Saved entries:
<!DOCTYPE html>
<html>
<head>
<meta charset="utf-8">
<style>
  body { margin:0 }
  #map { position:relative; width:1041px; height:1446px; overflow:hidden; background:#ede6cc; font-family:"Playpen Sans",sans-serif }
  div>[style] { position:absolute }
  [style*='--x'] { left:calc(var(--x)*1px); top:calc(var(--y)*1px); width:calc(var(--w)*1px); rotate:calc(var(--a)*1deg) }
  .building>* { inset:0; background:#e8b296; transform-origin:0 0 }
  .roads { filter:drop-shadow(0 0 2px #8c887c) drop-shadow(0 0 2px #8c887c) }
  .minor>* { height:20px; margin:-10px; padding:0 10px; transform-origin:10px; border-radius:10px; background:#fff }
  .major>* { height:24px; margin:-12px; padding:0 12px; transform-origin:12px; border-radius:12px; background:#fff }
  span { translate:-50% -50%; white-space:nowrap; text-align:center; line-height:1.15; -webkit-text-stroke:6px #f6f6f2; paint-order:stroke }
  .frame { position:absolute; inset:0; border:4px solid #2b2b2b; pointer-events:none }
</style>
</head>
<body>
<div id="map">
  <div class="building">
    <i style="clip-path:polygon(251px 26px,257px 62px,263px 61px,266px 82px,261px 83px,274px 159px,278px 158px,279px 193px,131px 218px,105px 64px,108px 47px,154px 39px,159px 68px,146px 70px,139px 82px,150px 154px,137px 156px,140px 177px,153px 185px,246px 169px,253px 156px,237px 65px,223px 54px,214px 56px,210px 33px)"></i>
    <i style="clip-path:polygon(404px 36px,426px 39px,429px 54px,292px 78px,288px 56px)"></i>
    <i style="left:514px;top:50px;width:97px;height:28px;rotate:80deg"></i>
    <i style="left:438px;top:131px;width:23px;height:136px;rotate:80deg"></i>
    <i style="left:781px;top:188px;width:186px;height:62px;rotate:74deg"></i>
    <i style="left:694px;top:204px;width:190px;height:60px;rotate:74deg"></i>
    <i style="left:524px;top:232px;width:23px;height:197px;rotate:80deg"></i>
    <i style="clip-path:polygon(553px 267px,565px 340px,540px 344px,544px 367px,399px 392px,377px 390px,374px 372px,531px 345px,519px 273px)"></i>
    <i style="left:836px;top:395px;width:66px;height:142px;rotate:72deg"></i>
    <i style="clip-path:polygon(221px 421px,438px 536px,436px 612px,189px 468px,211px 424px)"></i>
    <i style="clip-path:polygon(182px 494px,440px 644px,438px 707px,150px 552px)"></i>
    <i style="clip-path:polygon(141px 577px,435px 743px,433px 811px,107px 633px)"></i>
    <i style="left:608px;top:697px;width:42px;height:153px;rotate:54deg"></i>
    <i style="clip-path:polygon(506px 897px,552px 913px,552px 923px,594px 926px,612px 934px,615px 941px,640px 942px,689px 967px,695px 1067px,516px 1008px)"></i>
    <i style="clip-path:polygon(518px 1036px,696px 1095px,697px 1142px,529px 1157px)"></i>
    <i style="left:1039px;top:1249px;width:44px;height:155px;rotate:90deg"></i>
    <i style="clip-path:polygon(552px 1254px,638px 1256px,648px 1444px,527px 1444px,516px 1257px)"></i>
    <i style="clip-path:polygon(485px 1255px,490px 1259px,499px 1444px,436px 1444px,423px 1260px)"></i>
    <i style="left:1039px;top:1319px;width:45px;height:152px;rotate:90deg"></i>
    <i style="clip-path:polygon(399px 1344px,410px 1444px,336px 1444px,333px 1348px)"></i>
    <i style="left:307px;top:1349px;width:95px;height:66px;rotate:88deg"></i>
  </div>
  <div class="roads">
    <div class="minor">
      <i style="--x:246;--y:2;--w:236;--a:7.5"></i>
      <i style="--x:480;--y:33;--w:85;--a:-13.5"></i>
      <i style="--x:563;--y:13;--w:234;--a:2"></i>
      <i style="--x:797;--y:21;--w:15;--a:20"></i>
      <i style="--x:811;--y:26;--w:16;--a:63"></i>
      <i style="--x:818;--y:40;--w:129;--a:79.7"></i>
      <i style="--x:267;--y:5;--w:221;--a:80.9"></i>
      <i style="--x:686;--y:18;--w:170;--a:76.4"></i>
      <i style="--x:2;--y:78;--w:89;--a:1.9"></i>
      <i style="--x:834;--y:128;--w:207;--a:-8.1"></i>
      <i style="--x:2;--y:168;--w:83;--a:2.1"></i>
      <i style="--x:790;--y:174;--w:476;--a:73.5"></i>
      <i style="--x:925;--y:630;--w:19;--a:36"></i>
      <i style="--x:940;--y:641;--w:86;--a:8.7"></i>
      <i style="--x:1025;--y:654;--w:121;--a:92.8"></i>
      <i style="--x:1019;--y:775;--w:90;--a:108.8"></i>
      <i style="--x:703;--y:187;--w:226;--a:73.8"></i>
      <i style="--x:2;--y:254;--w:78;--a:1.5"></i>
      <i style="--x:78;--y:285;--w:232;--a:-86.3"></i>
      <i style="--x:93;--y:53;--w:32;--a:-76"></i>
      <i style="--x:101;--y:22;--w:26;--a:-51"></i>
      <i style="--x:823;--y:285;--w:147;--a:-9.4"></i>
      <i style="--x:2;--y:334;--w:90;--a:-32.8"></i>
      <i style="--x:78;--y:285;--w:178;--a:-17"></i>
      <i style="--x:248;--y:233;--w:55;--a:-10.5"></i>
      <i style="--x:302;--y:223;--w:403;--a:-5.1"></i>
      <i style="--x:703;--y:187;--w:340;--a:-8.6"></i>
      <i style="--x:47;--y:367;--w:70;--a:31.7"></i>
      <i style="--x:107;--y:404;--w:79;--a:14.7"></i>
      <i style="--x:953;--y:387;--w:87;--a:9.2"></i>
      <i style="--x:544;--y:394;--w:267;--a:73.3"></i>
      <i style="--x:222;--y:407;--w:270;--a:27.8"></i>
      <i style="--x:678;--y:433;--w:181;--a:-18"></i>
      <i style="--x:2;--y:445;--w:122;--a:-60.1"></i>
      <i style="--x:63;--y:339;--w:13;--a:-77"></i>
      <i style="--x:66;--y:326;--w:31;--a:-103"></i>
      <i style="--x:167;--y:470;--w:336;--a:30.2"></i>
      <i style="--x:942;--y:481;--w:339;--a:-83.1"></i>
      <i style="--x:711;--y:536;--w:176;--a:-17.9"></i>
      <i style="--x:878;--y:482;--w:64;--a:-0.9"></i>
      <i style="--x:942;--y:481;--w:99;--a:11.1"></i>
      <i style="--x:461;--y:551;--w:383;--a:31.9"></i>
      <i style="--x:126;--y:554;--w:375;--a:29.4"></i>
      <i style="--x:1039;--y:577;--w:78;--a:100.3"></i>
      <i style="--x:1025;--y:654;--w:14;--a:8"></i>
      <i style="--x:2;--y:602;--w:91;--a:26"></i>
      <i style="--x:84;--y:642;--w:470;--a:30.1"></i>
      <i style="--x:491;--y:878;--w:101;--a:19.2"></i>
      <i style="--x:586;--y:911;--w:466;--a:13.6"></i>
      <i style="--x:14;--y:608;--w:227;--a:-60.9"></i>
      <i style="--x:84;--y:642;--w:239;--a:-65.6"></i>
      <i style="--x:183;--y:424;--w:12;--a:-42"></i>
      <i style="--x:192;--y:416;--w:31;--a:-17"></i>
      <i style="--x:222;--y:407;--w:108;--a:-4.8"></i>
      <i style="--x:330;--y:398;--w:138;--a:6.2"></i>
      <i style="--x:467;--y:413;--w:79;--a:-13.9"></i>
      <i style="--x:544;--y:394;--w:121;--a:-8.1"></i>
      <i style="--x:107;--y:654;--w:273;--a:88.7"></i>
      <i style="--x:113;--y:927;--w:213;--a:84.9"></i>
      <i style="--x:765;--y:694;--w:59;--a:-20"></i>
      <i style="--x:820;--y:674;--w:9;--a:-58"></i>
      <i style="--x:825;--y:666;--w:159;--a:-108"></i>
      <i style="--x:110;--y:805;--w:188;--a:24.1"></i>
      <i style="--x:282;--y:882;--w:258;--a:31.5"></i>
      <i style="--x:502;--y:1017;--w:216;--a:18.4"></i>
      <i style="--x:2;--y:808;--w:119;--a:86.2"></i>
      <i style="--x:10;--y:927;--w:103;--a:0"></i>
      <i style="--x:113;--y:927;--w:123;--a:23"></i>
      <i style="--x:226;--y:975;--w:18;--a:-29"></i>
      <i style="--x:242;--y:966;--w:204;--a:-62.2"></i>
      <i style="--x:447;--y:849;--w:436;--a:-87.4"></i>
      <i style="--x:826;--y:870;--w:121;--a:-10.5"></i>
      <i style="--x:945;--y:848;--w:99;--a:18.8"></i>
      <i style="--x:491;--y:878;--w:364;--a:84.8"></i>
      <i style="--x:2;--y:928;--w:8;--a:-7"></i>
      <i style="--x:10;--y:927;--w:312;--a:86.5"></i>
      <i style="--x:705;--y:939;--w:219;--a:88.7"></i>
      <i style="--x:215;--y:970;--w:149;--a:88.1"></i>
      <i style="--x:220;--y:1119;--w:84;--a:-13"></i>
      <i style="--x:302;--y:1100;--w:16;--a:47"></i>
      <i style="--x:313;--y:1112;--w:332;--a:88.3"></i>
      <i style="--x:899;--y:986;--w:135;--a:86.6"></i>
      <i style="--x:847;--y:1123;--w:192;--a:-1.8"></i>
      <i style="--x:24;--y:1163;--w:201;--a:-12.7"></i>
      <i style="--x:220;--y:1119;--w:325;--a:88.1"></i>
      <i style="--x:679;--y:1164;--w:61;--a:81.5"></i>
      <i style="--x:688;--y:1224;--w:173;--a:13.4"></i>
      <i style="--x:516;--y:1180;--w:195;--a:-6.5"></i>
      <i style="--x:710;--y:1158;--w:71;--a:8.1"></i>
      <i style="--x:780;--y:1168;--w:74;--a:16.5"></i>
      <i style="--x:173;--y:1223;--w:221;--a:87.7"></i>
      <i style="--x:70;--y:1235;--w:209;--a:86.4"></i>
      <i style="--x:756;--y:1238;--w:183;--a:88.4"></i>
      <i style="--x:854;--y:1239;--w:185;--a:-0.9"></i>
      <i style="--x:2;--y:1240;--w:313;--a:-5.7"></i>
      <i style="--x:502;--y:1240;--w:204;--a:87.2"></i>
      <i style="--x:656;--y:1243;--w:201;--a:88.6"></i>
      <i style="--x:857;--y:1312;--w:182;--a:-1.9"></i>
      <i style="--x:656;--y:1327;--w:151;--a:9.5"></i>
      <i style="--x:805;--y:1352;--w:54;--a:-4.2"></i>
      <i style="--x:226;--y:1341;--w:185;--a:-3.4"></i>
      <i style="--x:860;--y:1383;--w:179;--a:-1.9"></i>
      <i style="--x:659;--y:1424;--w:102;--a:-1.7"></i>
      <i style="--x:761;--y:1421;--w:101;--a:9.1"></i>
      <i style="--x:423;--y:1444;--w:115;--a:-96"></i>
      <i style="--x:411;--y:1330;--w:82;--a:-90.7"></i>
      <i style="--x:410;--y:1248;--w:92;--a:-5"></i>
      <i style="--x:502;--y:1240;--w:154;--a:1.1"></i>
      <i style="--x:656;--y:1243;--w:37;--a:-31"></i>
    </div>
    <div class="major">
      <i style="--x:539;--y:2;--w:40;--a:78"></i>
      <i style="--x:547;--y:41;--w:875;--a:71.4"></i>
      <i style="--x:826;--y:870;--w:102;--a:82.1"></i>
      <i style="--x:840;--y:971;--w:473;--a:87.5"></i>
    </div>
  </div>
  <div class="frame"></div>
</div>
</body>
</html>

# TASK TO CARRY OUT
Please return every line in the data that includes the string "inset".

# EXERCISE ANSWER
  .building>* { inset:0; background:#e8b296; transform-origin:0 0 }
  .frame { position:absolute; inset:0; border:4px solid #2b2b2b; pointer-events:none }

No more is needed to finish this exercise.